### [What you need to do]
Using the listing below, count every line that contains the word "Condensed"; respond with the count alone.
· · · · ·
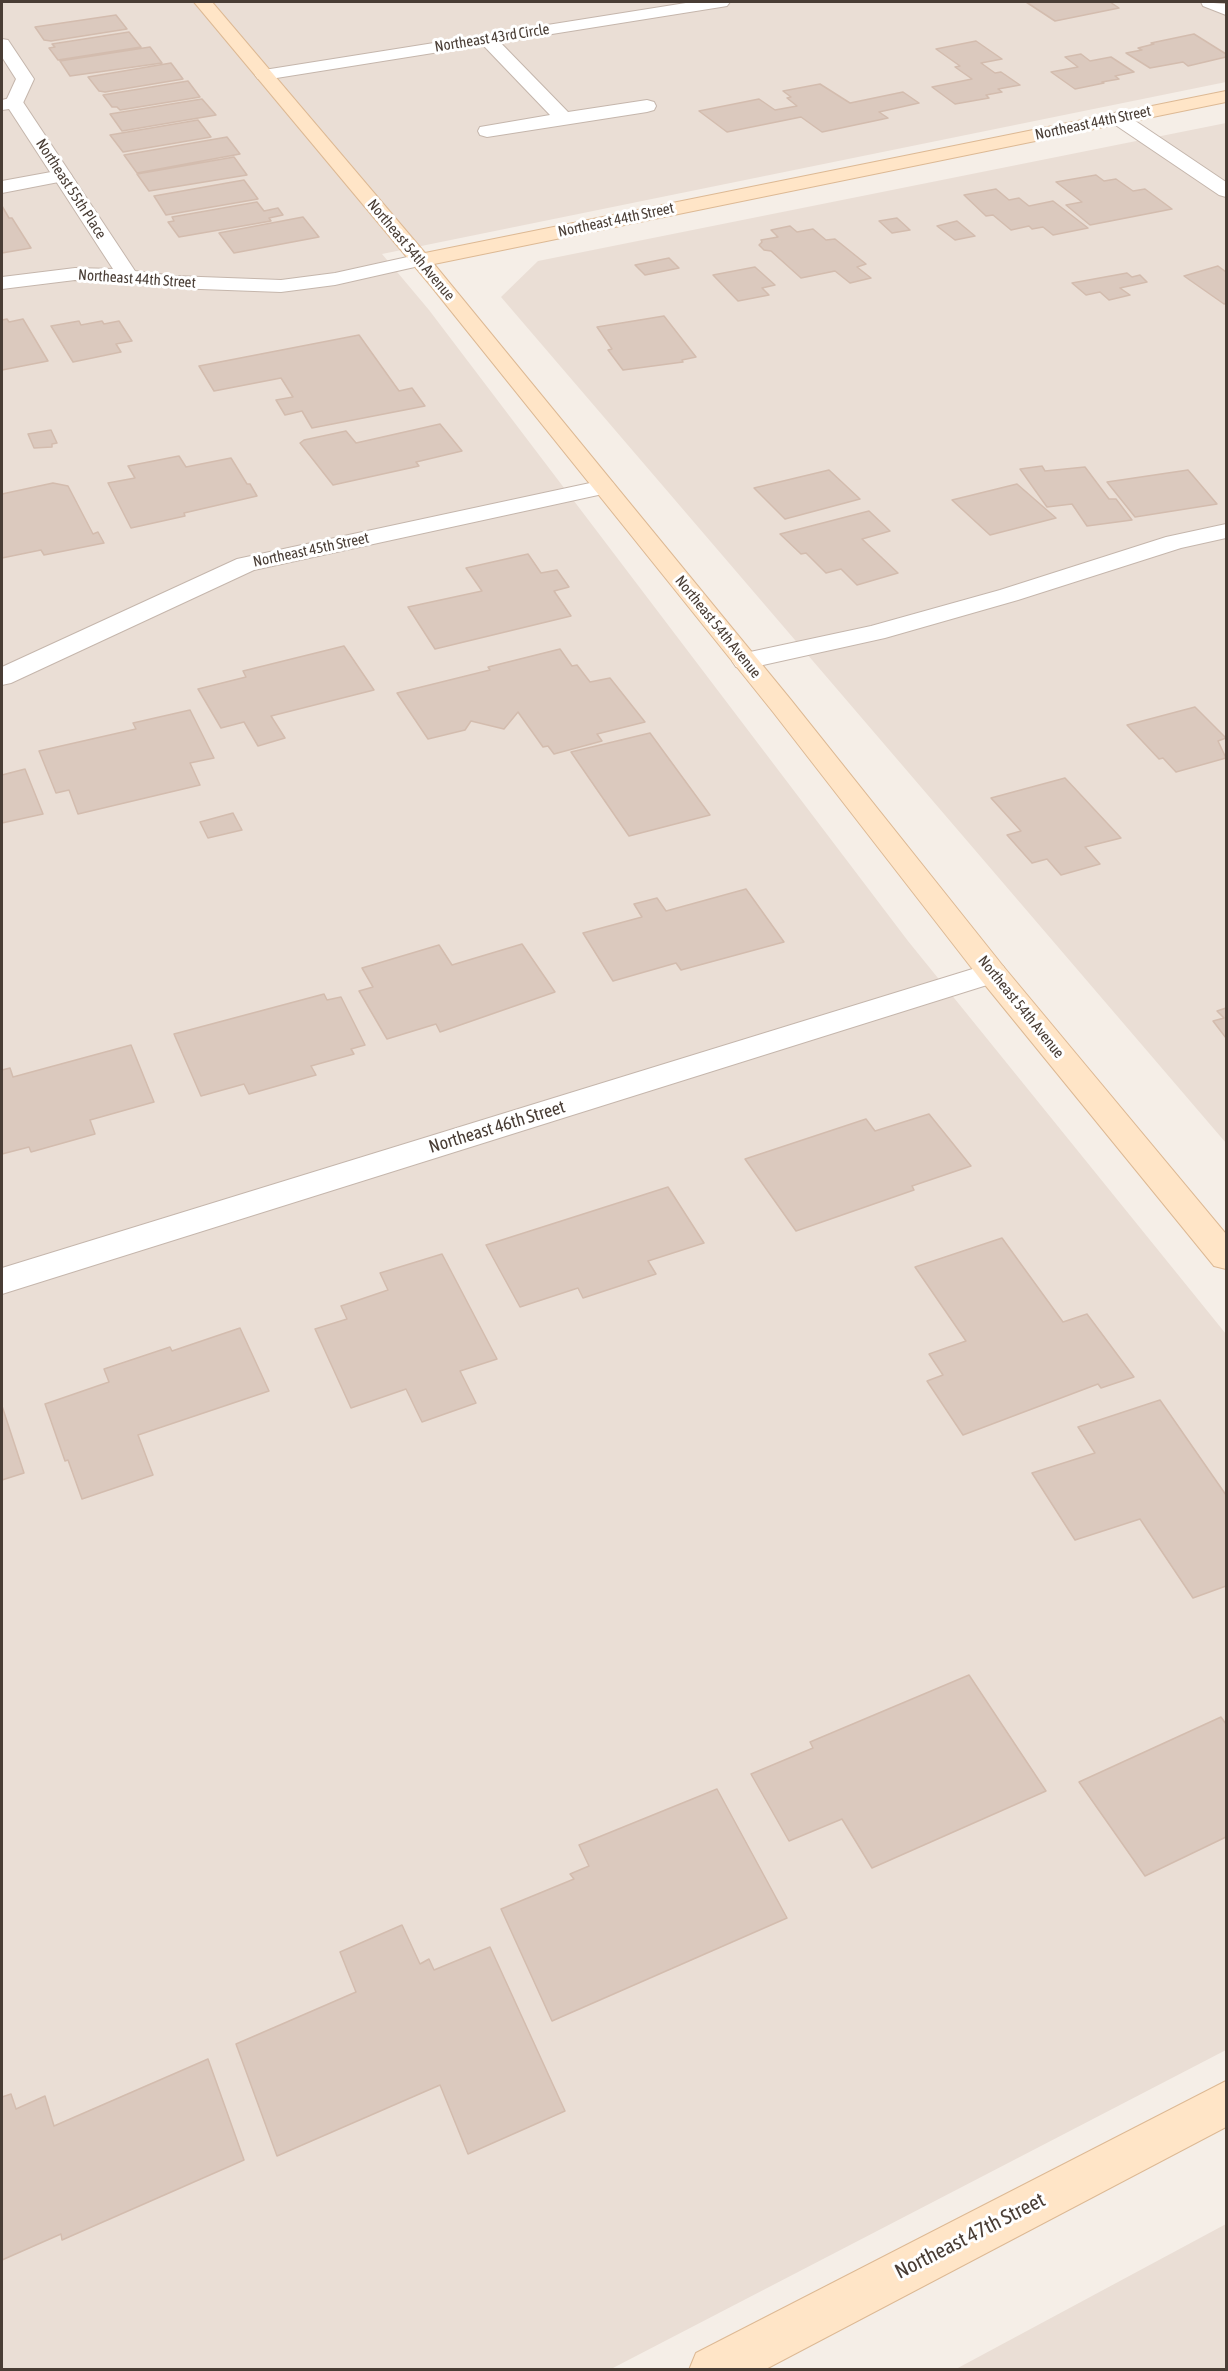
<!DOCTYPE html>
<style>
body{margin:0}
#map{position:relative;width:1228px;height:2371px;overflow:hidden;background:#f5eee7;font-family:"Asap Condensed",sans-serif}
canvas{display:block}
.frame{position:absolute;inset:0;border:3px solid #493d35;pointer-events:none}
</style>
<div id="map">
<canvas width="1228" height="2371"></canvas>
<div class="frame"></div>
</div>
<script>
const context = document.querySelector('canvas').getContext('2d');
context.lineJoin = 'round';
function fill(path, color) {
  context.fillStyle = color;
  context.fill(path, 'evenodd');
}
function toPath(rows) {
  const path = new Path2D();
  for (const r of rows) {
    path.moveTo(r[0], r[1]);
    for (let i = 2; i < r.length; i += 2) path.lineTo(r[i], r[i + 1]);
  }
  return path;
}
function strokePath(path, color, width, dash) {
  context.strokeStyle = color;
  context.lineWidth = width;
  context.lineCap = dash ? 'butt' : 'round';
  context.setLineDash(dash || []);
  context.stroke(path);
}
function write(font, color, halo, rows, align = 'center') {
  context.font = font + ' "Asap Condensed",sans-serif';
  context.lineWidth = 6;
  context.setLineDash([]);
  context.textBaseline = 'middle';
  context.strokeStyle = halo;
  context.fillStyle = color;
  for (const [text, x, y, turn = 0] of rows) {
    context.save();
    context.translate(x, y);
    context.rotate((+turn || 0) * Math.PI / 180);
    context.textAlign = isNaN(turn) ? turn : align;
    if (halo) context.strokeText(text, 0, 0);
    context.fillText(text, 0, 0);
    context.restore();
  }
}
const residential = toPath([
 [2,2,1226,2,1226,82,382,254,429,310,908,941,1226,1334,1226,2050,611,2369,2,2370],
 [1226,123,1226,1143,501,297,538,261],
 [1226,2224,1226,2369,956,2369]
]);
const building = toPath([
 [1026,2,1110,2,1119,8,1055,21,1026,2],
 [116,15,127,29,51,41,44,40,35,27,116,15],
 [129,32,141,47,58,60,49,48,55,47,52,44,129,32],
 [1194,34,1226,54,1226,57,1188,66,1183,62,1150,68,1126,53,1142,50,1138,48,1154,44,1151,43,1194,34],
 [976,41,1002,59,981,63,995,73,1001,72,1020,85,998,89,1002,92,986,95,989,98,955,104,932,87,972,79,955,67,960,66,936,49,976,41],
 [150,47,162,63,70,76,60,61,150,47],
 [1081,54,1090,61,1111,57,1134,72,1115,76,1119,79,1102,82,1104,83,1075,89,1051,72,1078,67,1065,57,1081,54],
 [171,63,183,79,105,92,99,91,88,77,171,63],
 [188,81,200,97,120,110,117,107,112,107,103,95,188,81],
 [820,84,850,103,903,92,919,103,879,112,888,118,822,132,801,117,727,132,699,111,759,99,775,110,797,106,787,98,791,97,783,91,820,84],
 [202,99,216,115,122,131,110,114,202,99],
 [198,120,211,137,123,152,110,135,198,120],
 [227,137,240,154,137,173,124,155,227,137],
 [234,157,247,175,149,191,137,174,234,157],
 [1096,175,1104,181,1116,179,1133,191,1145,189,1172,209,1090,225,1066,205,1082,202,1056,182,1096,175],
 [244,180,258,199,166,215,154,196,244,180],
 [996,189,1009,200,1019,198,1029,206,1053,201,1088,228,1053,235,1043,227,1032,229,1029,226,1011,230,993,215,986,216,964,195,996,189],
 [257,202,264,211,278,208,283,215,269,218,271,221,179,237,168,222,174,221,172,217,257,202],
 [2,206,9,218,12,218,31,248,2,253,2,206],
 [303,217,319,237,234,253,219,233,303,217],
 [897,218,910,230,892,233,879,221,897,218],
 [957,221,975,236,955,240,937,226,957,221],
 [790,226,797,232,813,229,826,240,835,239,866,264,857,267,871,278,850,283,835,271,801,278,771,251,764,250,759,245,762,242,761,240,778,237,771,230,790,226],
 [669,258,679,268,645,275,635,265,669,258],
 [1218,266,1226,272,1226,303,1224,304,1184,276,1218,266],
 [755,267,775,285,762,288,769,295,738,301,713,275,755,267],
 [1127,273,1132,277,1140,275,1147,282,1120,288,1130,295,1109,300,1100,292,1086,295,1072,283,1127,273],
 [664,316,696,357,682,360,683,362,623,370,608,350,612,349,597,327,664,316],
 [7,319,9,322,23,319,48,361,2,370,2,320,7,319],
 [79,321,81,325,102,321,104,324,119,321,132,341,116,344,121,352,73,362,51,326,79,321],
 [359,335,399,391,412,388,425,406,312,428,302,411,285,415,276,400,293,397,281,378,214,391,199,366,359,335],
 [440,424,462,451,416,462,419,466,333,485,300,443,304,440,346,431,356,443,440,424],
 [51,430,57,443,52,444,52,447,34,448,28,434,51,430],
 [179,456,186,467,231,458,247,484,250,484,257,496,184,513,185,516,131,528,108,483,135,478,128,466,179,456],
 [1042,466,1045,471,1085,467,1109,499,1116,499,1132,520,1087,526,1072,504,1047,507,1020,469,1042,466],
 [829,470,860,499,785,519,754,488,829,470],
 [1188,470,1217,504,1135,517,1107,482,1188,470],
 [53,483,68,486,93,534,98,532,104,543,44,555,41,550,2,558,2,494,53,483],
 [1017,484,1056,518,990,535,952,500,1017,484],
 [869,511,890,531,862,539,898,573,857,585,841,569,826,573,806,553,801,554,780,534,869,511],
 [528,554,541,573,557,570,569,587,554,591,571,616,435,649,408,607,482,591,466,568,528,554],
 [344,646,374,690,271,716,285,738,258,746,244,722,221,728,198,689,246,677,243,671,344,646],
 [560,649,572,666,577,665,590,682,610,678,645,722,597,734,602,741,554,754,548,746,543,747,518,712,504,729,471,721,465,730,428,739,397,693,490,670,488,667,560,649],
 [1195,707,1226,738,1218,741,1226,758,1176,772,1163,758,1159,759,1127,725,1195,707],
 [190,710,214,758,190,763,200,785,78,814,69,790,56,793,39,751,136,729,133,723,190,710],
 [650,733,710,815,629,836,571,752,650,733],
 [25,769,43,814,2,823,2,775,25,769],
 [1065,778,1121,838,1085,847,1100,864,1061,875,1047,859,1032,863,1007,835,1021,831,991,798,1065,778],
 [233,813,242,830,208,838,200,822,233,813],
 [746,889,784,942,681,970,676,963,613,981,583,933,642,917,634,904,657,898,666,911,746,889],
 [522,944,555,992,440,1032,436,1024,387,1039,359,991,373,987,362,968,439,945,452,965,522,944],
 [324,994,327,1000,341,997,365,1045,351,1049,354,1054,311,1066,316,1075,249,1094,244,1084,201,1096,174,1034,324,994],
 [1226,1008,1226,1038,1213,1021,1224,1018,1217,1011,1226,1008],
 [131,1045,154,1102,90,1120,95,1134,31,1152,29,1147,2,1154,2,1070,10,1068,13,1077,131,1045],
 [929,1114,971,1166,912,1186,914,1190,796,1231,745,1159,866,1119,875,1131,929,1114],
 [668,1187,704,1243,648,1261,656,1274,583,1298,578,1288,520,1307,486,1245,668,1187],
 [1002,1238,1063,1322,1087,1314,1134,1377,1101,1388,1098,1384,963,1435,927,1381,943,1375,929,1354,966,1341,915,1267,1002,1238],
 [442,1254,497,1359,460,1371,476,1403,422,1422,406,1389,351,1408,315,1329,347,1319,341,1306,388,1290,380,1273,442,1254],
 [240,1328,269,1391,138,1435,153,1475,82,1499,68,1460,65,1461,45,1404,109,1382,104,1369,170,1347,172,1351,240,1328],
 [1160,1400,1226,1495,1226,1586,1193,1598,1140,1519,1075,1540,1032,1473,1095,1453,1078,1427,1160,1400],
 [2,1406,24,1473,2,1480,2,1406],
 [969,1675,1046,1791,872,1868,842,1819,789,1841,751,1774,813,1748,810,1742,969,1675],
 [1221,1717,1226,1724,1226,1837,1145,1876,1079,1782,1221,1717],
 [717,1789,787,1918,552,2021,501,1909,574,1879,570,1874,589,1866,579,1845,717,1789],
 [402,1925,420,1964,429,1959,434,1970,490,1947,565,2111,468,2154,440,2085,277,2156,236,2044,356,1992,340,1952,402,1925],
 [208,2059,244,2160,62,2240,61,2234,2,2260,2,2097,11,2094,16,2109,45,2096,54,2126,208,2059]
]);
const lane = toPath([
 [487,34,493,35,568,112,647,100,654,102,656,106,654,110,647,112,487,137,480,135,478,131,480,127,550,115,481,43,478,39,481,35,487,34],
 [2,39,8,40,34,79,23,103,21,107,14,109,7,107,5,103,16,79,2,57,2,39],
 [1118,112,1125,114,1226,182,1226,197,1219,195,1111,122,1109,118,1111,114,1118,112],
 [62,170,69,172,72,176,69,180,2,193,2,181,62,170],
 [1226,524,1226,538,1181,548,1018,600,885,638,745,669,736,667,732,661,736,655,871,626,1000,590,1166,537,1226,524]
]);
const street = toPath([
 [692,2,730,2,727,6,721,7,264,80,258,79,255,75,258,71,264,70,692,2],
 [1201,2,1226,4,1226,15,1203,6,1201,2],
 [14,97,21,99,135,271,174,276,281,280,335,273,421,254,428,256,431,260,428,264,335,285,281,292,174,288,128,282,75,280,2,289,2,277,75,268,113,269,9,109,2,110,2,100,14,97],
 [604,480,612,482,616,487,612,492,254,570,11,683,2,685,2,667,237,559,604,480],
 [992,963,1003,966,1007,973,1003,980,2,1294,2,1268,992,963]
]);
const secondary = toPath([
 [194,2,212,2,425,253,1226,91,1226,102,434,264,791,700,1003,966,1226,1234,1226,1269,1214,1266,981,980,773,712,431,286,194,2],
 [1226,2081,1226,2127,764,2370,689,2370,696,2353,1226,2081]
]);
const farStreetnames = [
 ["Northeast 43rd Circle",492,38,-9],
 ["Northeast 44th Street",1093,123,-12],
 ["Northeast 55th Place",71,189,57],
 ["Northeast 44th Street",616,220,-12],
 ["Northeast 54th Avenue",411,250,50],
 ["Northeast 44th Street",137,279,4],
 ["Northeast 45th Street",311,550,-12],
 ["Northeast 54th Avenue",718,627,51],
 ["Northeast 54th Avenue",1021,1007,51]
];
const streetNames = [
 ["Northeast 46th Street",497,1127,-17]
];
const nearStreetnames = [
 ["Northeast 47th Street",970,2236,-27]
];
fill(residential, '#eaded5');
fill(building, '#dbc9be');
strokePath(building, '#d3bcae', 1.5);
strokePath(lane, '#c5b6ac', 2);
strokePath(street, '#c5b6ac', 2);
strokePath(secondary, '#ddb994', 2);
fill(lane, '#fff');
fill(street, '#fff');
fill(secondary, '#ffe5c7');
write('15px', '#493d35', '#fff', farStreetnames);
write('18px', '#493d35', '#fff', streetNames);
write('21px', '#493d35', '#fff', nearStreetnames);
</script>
· · · · ·
### [Written response]
2